2.3. Related Specifications
JSON Key Exchange is used extensively in the Mathematical Mesh and
related protocols [draft-hallambaker-mesh-architecture] .
2.4. Implementation Status
The implementation status of the reference code base is described in
the companion document [draft-hallambaker-mesh-developer] .
3. Key Exchange Protocol
3.1. Parameters
The following parameters are defined
Algorithm The key exchange protocol. Diffie Hellman in discrete
log, EdECDH25519 or EdECDH448.[RFC8032]
Key Derivation Function The key derivation function. This is always
HKDF [RFC5869]
Key Wrap Function The Key Wrap function. This is always RFC3394
[RFC3394]
It should be noted that the algorithm described makes use of the
Edwards form of the curve and not the Montgomery form described in
[RFC7748] . While these curves are isomorphic, implementations of the
Montgomery ladder do not lend themselves easily to the approach
shown.
3.2. Notation
The notation adopted in [X3DH] is applied with minor modifications.
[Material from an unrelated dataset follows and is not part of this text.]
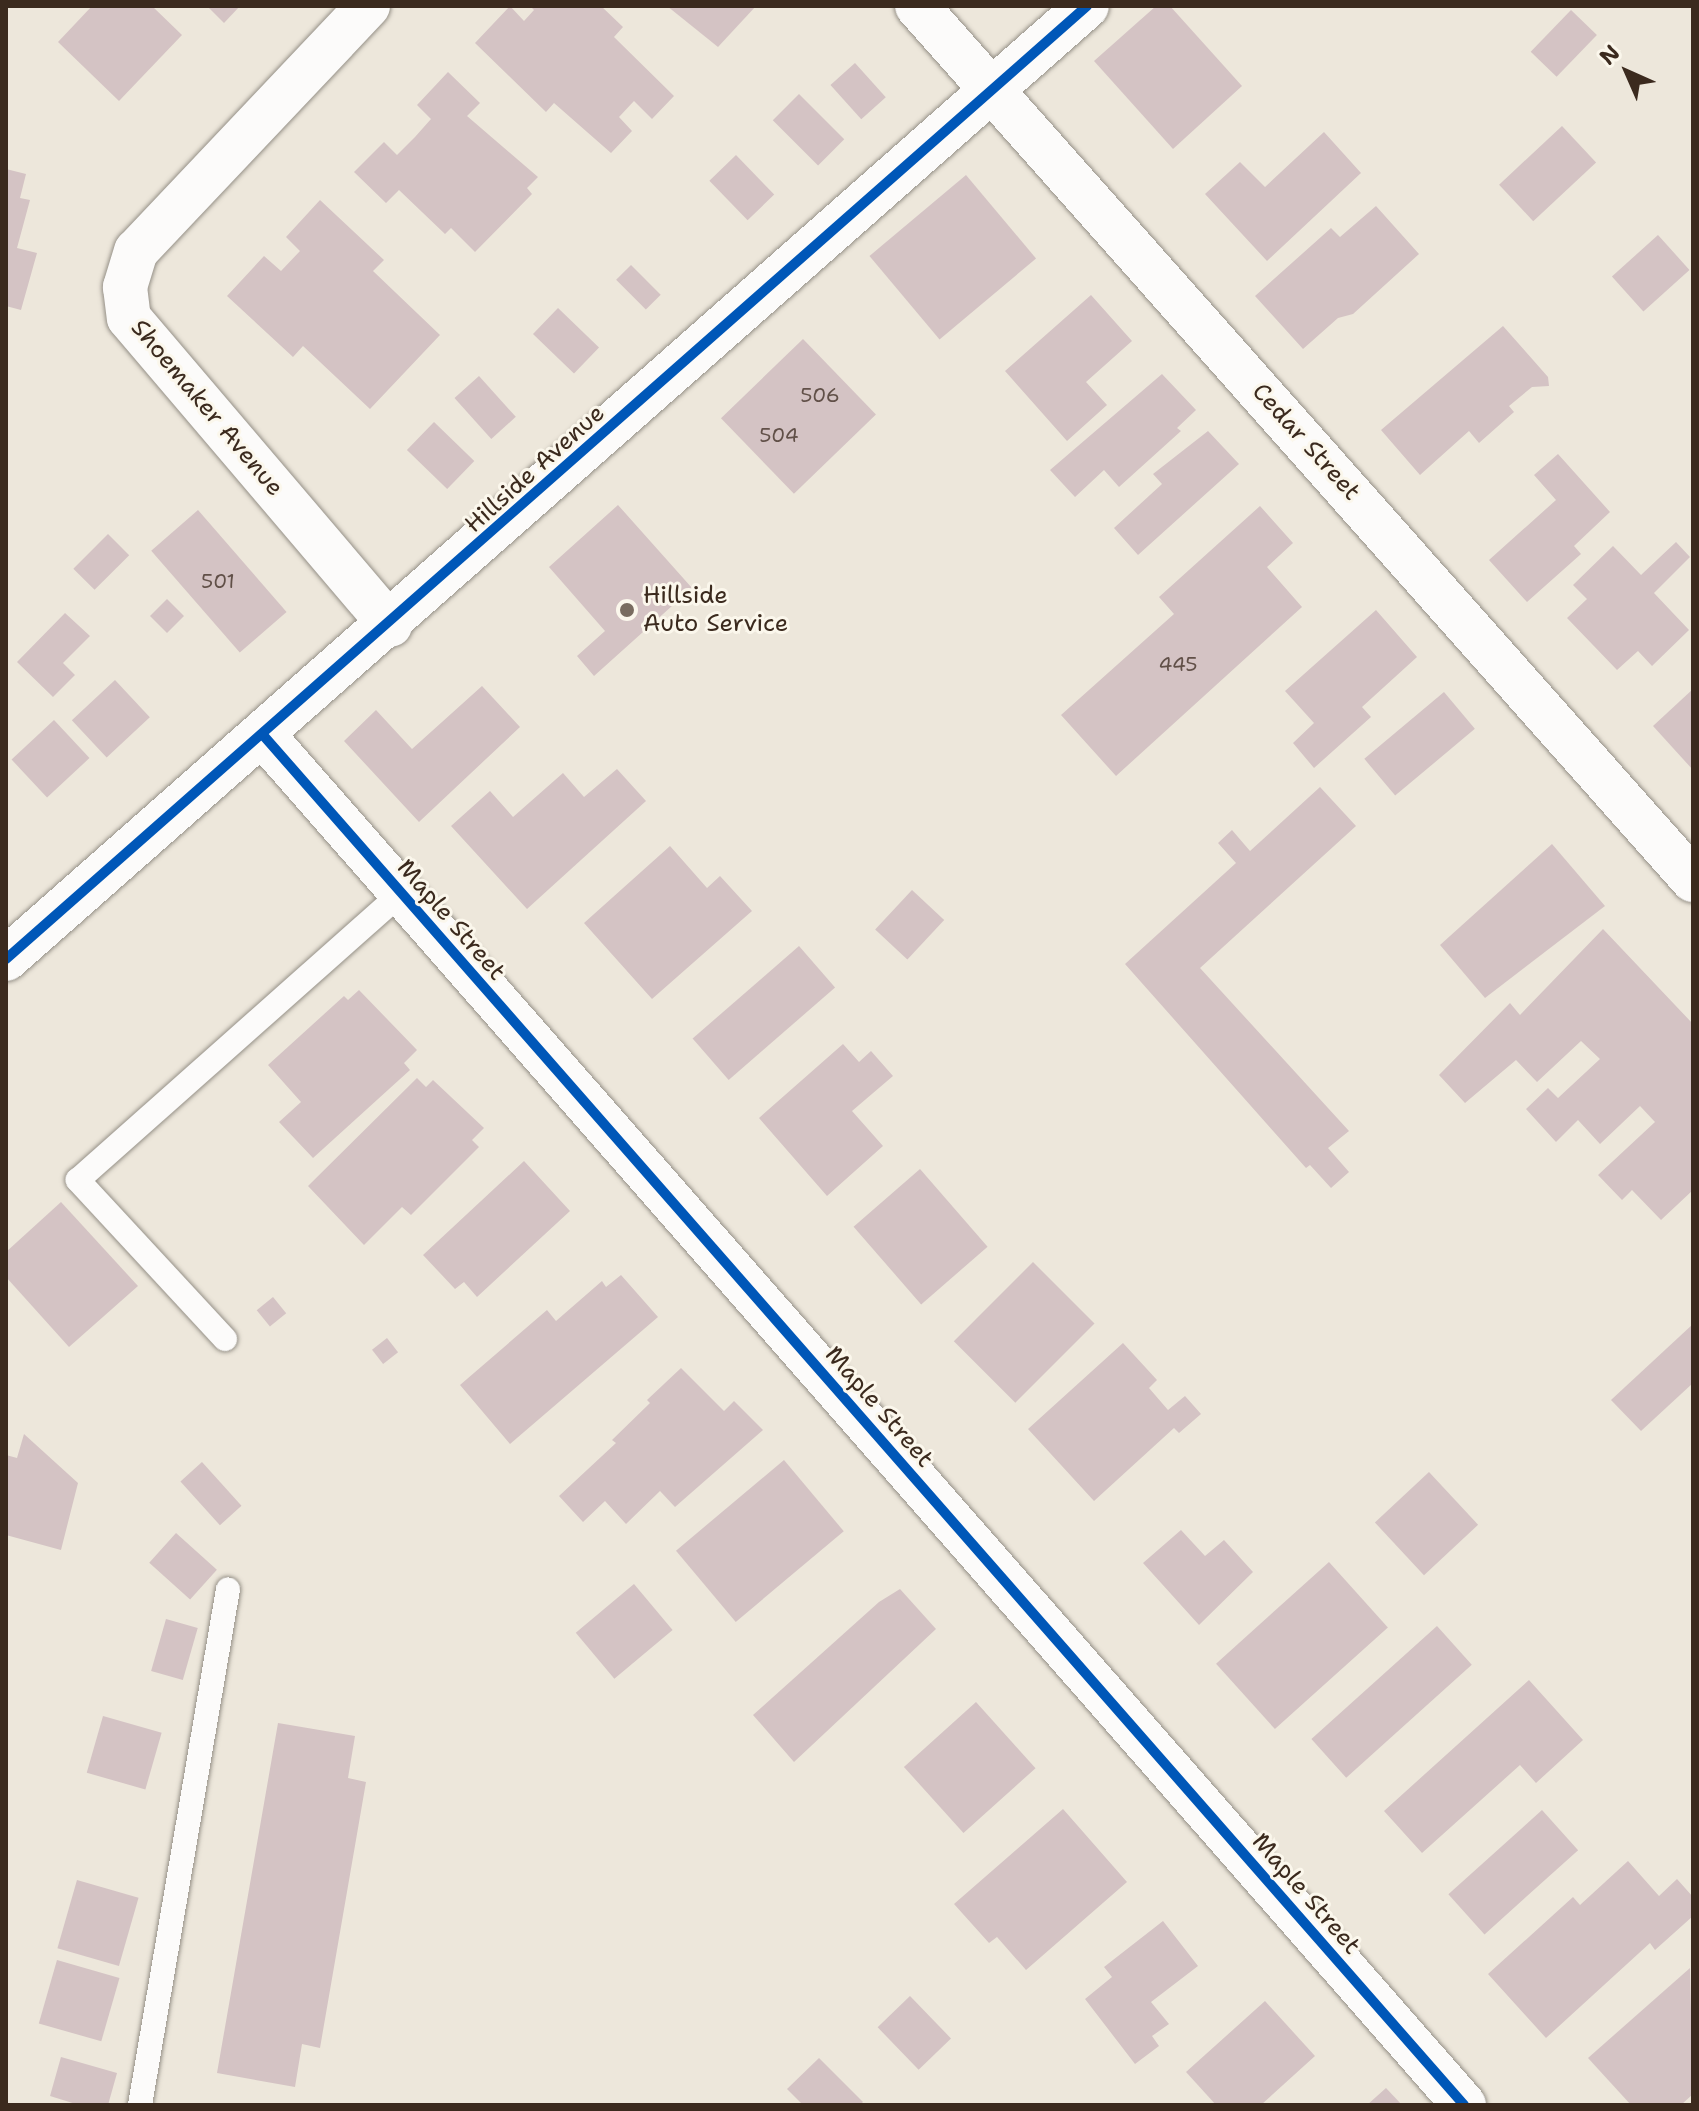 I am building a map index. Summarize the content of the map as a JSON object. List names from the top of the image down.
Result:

X ||Y The concatenation of the byte sequence X followed by the byte
sequence Y.
KE (PK1, PK2) The result of performing the key exchange (Diffie-
Hellman or Elliptic Curve Diffie Hellman) with the public
parameters of PK1 and the private parameters of PK2.
PK1+PK2 The public, private key pair formed by combining the public,
private parameters of PK1 and PK2.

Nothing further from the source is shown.